We arrived at the staging area several hours before we would actually begin the drive. We drank coffee, talked with other officers, and tried to keep our spirits up while we waited.
While standing around, another officer came up and told us about the possibility of a guy showing up posing as an officer with the intent of shooting at police, with his desired outcome of committing “suicide by cop.”
Great, like the day wasn’t hard enough.
Then there was the (I presume) meth’ed out turd riding his bike, holding up what I can only assume is his government-bought cell phone in a recording fashion, telling every officer he saw exactly what he thought of them (spoiler alert: they weren’t nice things).
While those things both sucked, they weren’t surprising.
But then, it was time to head out. We all got in our respective cars and started to make the journey.
The first thing I saw when we pulled out of the parking lot was a woman holding a thin blue line flag high and proud with her left hand, while holding her right hand over her heart.
Next I saw a pickup truck parked with a mom, a dad, and children in the bed. The mother was crying and wiping her eyes. The father was comforting her and saluting the police cars driving by. The children were waving small thin blue line flags.
The water works started, and they didn’t end anytime soon.
Because for most of the entirety of that journey, I saw more people than I could count standing up to show respect for our police, and to honor Deputy Brown. I saw signs reading things like, “Back the Blue,” and “Thank You.” I saw American flags and thin blue line flags (because normal people know that the thin blue line isn’t a racist flag and has nothing to do with anyone but our fallen law enforcement officers). I saw men holding their hats over their hearts, women crying, children waving, men saluting.
Cars were pulled over and parked on the side of the freeway (in both directions) with people standing up to show respect. Almost every off ramp, on ramp, or area butting up to businesses or neighborhoods along the freeway had at least a small group of people standing there holding their tokens of honor.
There were even people standing on rooftops holding signs and flags.
The freeway overpasses were FILLED with people- fire engines, police cars, ambulances, and dozens of civilians at every pass.
Several businesses had changed their marquees to display condolences.
In one word, it was incredible. In more words, it was humbling, beautiful, moving, breathtaking.
Every day something happens to let police know that there are people out there who flat out hate them. Every day someone attacks police- physically or verbally- somewhere in this nation (and in this state, and in every county or city). But on this day, even though the reason for being there was horrid and devastating, the display was something that I hope to never forget.
I think it’s so important for those people- the people who are waving flags, holding their hearts, honoring their men and women servants in law enforcement, praying for their officers, dropping off donations to precincts, or even just saying “thank you” or smiling to a passing officer- know how appreciated all that support is.
Please believe me when I say it’s more appreciated than I can express.

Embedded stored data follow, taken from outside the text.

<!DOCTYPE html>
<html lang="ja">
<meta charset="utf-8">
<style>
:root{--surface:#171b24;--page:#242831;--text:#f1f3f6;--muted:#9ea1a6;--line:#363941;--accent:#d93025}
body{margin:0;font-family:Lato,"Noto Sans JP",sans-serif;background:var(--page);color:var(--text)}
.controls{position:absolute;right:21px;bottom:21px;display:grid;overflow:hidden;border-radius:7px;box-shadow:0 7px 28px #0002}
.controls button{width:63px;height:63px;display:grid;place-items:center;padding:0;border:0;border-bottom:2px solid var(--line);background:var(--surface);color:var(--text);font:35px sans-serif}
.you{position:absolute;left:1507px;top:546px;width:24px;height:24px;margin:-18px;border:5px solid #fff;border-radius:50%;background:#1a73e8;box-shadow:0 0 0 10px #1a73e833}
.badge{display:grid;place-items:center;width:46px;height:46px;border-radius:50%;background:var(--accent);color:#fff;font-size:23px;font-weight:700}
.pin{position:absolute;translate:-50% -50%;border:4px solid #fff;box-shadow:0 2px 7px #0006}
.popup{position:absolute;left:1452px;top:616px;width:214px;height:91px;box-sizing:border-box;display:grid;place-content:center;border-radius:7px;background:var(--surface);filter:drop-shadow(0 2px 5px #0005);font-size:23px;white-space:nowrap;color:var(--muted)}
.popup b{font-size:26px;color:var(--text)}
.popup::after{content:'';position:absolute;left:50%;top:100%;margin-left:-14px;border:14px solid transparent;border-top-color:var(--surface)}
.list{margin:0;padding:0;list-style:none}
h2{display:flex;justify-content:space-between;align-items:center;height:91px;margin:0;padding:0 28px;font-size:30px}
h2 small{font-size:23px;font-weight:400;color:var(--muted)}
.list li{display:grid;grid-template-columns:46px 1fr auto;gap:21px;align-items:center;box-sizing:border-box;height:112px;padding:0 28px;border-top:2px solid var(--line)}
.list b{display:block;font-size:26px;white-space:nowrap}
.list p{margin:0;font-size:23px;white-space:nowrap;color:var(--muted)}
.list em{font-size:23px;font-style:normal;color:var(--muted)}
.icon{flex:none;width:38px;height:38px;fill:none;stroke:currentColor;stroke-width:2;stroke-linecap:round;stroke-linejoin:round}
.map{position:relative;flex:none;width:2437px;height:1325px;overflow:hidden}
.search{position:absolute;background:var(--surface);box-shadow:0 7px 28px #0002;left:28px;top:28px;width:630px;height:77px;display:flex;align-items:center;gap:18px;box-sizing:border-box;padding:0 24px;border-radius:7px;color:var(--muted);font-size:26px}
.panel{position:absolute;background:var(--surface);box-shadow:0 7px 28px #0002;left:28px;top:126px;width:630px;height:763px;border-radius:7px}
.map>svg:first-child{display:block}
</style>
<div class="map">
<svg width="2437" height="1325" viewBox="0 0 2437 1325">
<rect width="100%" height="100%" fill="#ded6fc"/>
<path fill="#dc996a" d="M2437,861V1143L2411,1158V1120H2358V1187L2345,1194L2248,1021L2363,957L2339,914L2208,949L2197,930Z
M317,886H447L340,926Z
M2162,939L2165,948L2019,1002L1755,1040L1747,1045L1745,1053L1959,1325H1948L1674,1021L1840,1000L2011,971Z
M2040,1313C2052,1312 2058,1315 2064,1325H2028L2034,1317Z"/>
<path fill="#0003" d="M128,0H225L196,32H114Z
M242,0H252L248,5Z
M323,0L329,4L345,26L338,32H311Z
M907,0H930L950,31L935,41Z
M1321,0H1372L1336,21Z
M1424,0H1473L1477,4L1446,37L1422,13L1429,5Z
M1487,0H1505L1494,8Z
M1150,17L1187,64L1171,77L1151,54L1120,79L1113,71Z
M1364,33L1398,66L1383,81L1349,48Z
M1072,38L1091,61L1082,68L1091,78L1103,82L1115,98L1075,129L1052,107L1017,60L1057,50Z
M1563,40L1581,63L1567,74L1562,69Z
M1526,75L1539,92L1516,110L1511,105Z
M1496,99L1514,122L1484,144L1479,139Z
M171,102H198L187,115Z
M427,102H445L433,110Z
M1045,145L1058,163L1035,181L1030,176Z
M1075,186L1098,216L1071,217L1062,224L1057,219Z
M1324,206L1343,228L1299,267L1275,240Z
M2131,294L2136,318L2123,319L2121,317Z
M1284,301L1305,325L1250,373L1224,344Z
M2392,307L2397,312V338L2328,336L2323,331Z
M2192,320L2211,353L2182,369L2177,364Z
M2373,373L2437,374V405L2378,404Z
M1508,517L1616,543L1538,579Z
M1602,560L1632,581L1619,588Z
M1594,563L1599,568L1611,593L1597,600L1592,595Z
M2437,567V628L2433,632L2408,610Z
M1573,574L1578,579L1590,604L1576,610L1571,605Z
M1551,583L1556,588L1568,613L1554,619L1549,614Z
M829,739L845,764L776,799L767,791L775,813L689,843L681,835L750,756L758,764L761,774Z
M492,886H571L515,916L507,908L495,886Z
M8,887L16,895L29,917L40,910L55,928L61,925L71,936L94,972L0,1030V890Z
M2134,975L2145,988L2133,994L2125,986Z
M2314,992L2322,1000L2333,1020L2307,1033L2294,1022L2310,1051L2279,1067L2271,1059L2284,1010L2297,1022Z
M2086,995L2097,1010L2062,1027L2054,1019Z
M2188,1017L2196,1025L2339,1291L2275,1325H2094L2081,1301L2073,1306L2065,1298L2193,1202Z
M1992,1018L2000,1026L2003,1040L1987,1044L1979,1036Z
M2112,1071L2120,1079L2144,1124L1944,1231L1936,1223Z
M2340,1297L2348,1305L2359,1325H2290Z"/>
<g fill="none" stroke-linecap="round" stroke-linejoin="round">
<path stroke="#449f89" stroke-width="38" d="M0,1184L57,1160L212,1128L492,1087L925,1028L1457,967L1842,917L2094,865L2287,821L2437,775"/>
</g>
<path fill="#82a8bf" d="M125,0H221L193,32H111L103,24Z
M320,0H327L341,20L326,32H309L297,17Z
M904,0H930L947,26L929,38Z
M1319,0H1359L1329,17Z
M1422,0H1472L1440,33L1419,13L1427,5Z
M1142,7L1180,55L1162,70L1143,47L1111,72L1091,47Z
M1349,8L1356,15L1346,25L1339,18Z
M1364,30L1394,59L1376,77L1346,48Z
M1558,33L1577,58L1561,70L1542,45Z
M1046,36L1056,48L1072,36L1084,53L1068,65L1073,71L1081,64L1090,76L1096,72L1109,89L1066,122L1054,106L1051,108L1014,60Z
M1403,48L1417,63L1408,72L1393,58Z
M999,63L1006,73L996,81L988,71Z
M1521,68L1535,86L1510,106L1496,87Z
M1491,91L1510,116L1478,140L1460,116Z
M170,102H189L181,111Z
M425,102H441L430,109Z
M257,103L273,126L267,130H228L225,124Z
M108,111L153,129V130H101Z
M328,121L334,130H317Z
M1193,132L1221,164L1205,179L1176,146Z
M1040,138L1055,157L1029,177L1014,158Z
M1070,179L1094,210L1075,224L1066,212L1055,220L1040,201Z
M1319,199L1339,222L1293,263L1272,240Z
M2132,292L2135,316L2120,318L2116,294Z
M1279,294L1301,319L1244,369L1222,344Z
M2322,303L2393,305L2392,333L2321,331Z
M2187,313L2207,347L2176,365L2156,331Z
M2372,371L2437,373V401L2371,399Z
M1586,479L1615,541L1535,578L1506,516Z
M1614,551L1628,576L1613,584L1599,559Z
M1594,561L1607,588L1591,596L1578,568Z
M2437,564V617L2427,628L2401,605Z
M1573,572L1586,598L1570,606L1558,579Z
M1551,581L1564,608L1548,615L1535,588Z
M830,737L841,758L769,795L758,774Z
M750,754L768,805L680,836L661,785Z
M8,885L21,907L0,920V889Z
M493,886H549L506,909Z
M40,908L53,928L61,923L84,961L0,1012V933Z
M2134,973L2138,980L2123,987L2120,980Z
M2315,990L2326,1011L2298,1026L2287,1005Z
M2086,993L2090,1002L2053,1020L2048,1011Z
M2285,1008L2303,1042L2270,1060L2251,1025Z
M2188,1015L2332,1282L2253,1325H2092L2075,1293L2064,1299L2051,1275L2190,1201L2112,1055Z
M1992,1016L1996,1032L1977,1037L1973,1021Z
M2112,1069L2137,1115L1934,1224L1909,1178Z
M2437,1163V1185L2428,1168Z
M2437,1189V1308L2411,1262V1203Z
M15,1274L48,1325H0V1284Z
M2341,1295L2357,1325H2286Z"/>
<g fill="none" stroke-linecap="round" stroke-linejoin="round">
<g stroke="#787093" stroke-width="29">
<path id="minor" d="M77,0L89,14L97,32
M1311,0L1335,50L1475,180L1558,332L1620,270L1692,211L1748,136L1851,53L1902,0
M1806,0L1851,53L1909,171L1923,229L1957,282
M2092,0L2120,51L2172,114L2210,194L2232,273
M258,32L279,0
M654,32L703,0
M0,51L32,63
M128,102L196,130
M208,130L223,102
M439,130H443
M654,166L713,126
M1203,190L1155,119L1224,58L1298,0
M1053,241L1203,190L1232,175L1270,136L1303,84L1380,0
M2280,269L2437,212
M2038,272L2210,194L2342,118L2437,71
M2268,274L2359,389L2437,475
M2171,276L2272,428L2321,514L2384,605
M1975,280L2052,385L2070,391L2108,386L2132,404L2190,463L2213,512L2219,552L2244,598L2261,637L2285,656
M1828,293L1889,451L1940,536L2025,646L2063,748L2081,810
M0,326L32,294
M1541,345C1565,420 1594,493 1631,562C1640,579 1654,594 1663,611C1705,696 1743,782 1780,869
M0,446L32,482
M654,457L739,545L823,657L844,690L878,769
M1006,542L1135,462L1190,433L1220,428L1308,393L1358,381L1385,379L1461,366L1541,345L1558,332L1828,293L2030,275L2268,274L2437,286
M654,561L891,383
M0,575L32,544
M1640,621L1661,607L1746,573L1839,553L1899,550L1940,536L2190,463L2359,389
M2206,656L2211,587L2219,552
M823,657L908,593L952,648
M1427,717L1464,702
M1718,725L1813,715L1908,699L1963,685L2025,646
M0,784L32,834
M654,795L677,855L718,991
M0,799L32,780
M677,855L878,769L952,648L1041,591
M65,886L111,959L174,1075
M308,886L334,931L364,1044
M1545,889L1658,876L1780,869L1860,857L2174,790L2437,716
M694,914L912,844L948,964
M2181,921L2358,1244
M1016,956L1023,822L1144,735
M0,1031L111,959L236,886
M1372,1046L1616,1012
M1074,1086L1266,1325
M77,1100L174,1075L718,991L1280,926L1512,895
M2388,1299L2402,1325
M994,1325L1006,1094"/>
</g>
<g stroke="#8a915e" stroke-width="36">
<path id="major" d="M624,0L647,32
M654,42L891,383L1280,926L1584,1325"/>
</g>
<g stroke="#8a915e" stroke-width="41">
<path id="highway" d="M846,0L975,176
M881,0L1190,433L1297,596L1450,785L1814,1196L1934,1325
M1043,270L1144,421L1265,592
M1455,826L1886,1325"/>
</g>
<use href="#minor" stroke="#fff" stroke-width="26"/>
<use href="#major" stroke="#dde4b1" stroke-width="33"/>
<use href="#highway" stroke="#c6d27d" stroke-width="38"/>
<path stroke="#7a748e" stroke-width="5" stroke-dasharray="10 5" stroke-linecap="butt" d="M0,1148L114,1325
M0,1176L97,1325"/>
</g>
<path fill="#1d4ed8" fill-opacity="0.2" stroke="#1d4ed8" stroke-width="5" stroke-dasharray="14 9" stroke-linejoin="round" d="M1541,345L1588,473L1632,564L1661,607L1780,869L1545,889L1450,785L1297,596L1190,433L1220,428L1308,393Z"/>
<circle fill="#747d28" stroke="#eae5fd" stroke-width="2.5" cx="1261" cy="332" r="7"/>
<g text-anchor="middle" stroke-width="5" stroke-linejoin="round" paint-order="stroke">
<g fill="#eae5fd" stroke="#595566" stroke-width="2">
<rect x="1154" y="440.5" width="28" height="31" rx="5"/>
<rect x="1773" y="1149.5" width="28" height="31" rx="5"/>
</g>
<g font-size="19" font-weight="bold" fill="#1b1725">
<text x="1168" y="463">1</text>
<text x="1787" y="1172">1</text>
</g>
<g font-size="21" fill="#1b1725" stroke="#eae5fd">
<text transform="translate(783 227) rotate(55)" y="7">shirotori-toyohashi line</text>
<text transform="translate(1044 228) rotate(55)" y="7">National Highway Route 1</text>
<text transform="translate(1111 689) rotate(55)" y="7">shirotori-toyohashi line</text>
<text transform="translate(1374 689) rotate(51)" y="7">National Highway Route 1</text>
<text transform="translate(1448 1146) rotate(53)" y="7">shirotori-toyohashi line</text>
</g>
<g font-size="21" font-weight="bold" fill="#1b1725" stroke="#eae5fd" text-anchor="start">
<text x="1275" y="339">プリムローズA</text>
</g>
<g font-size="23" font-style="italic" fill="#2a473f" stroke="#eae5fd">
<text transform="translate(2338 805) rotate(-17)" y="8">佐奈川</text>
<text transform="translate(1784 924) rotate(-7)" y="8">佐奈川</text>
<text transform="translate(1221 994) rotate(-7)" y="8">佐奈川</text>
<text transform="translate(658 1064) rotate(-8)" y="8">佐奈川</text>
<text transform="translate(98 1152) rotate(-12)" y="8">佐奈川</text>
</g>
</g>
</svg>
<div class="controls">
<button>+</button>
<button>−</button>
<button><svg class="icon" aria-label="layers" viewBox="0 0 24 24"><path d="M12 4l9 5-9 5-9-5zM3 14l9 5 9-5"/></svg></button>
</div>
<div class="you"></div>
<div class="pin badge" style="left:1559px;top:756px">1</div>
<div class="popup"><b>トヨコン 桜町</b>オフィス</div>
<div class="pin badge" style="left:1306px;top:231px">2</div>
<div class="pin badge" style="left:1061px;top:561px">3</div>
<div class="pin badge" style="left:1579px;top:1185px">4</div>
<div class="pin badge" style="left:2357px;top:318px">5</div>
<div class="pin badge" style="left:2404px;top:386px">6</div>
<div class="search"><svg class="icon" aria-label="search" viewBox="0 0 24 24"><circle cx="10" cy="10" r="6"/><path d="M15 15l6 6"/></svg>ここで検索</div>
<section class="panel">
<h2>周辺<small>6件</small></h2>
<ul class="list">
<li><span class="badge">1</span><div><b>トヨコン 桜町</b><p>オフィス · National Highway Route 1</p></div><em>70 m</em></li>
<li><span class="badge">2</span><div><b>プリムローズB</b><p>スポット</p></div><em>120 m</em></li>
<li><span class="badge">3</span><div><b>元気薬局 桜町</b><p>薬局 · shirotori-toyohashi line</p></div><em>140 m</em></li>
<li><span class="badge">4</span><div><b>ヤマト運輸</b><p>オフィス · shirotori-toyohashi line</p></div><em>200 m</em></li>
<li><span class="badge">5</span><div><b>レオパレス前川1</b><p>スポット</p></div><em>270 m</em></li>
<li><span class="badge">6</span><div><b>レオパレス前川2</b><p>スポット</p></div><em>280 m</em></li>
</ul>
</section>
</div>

Please don’t reserve that display of support only for when an officer loses his life in the line of duty. Especially at a time like this when politicians, activists, and the media are so heavily villainizing the police.
Please don’t be silenced by the people out there who want to scare you into keeping your mouth shut.
It’s too important that the police- and those against them- know that you support them, just like the police support all of you.
We see you, police supporters.
We hear you.
We value you.
And we- the officers, their spouses, their children, their families who kiss them goodbye with no guarantee that they’ll come home at the end of their shift- love you.